The title of Conroy's study of this event is Our One Common Country. That phrase comes from Lincoln's belief that no discussion of peace could begin until the Confederacy acknowledged its lack of sovereignty--that it was not a free nation, as its people had exclaimed, but a rebellious collection of states that still belonged, burned and blood-soaked, to the United States, and their president was and continued to be Abraham Lincoln. Until then, Lincoln said, there could be no conference, and there would never be peace. This one simple demand demonstrates everything there is to understand about why Abraham Lincoln continues to be such a revered American figure, so often proclaimed the best president we've ever had. In his second inaugural address, Lincoln--tired, distracted, only weeks away from death--spoke of reconciliation, of joining the divided country together again, not in vengeance but peace, with "malice toward none, with charity for all." After so many years of carnage--hundreds of thousands killed, even more wounded physically and mentally, entire states scorched, homes wiped from the earth--Lincoln looked to the coming years not as opportunity for punishment but as a chance to heal. Lincoln knew that the wounds of the Civil War scarred one body, not two--the body of men united, not men divided--and only the hands of all men could heal it.

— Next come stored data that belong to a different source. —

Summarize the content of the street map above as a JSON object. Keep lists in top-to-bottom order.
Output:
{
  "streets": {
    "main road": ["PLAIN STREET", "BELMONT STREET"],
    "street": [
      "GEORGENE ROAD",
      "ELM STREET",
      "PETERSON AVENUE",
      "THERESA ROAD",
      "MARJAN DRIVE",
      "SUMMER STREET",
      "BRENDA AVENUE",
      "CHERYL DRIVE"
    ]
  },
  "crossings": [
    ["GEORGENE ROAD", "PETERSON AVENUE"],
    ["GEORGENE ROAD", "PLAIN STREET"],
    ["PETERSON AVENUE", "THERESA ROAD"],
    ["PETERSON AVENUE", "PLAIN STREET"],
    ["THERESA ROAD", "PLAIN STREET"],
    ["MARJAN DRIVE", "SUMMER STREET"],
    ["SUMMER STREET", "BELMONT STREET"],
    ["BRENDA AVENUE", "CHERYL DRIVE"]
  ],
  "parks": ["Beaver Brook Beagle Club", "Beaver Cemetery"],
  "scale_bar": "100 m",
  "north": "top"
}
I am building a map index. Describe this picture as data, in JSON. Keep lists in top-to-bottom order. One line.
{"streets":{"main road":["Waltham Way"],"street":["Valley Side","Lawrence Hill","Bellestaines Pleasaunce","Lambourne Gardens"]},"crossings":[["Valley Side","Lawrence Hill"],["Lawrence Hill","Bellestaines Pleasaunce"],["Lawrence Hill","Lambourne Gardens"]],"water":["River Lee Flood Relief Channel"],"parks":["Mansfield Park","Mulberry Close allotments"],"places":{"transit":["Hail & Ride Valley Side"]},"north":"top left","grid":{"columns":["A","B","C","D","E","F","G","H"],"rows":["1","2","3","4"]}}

*There are other sides to this, as well--Congress, which was itself divided over how to approach a potential peace with Southern delegates; the military, which either refused to intercede in government affairs out of a deference to politics (Robert E. Lee) or interceded so directly that it changed the entire course of the war (Ulysses S. Grant)--but it's Lincoln and Davis' governments that offer the best historical contrasts.